## Supplied information
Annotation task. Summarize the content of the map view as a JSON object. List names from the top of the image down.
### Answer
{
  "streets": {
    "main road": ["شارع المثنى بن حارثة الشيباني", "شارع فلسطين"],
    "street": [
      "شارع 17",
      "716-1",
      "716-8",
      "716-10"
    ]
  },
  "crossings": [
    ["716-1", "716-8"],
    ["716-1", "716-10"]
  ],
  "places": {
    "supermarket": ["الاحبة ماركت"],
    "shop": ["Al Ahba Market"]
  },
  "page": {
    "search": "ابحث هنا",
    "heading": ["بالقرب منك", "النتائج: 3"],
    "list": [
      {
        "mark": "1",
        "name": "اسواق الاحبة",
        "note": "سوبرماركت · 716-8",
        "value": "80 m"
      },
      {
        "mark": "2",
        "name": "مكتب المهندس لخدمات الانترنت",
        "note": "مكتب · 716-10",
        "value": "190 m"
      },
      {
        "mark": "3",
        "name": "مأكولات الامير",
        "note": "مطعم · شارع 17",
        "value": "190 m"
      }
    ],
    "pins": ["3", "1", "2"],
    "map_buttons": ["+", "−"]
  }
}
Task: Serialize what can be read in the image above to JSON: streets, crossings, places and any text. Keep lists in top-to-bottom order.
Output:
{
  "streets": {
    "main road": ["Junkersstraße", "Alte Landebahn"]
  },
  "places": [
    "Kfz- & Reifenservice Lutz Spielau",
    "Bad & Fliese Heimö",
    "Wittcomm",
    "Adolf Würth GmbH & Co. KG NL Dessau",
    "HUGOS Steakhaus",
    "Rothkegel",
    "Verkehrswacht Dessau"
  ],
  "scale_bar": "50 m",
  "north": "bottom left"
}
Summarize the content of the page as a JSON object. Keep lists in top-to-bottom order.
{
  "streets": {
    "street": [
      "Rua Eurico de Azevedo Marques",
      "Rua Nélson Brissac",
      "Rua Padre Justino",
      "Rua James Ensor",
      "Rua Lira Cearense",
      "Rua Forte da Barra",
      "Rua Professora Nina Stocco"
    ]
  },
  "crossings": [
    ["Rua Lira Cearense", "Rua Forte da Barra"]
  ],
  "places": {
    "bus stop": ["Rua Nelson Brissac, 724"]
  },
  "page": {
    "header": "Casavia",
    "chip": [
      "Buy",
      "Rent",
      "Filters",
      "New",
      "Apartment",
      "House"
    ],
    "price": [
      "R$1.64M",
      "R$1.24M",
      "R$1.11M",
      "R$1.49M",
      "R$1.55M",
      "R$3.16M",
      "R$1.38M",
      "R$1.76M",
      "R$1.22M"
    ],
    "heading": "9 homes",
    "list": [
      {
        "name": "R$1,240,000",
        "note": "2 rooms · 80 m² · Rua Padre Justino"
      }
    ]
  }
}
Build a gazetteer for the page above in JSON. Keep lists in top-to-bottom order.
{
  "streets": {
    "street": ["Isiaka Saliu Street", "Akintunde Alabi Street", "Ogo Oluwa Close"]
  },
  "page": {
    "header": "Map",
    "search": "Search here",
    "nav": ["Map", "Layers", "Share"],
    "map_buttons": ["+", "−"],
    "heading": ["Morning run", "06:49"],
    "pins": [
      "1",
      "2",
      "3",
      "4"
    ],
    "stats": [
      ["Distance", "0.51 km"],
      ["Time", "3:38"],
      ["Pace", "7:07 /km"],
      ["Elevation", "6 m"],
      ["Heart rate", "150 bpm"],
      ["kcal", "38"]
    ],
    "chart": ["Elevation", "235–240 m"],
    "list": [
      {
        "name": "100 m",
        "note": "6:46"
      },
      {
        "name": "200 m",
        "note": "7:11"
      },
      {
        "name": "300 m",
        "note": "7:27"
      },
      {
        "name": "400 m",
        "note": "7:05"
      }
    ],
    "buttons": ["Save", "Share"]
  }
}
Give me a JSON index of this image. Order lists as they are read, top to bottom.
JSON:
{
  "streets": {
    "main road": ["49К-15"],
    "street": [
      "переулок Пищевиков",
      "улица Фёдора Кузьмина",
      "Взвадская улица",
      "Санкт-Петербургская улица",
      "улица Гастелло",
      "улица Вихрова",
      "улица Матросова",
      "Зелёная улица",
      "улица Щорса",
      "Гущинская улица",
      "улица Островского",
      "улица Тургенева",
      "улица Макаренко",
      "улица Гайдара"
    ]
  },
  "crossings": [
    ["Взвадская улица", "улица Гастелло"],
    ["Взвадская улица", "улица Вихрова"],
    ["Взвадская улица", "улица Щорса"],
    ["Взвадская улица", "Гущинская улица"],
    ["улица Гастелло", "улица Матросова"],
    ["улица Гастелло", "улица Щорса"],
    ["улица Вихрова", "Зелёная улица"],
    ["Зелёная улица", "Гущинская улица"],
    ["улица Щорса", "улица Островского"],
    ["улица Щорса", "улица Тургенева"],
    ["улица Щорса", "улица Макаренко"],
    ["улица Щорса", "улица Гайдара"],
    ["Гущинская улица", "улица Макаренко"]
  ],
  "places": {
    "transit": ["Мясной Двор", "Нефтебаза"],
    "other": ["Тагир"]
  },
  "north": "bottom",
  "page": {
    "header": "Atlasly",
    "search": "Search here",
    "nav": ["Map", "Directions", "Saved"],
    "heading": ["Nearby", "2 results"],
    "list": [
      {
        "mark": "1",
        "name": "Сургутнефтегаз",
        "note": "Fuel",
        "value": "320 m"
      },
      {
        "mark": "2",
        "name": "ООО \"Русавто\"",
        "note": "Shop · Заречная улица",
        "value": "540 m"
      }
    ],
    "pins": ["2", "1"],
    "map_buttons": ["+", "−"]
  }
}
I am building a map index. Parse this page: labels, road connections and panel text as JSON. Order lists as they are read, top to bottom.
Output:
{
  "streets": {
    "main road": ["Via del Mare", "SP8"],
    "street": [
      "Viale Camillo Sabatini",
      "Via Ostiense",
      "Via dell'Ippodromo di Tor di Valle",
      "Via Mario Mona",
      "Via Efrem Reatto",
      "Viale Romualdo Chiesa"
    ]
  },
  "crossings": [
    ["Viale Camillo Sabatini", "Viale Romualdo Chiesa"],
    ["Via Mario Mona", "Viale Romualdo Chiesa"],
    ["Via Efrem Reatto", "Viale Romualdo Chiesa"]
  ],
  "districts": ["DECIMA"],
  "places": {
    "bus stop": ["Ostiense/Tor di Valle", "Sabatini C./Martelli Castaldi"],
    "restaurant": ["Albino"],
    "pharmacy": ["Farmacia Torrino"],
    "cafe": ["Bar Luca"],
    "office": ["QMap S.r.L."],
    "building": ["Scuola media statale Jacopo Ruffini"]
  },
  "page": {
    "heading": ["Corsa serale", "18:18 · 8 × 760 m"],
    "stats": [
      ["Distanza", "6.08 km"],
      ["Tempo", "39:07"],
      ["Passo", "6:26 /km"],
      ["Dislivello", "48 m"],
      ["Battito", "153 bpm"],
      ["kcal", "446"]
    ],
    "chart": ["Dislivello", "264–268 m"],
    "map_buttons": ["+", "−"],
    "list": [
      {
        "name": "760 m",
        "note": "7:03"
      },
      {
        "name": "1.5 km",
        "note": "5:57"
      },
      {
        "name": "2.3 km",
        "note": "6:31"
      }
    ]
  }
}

## What is expected
Stopping at the line containing "Task: Serialize what", please repeat exactly every line from the very start of the entries, that line included, and nothing more.

## Written response
Annotation task. Summarize the content of the map view as a JSON object. List names from the top of the image down.
### Answer
{
  "streets": {
    "main road": ["شارع المثنى بن حارثة الشيباني", "شارع فلسطين"],
    "street": [
      "شارع 17",
      "716-1",
      "716-8",
      "716-10"
    ]
  },
  "crossings": [
    ["716-1", "716-8"],
    ["716-1", "716-10"]
  ],
  "places": {
    "supermarket": ["الاحبة ماركت"],
    "shop": ["Al Ahba Market"]
  },
  "page": {
    "search": "ابحث هنا",
    "heading": ["بالقرب منك", "النتائج: 3"],
    "list": [
      {
        "mark": "1",
        "name": "اسواق الاحبة",
        "note": "سوبرماركت · 716-8",
        "value": "80 m"
      },
      {
        "mark": "2",
        "name": "مكتب المهندس لخدمات الانترنت",
        "note": "مكتب · 716-10",
        "value": "190 m"
      },
      {
        "mark": "3",
        "name": "مأكولات الامير",
        "note": "مطعم · شارع 17",
        "value": "190 m"
      }
    ],
    "pins": ["3", "1", "2"],
    "map_buttons": ["+", "−"]
  }
}
Task: Serialize what can be read in the image above to JSON: streets, crossings, places and any text. Keep lists in top-to-bottom order.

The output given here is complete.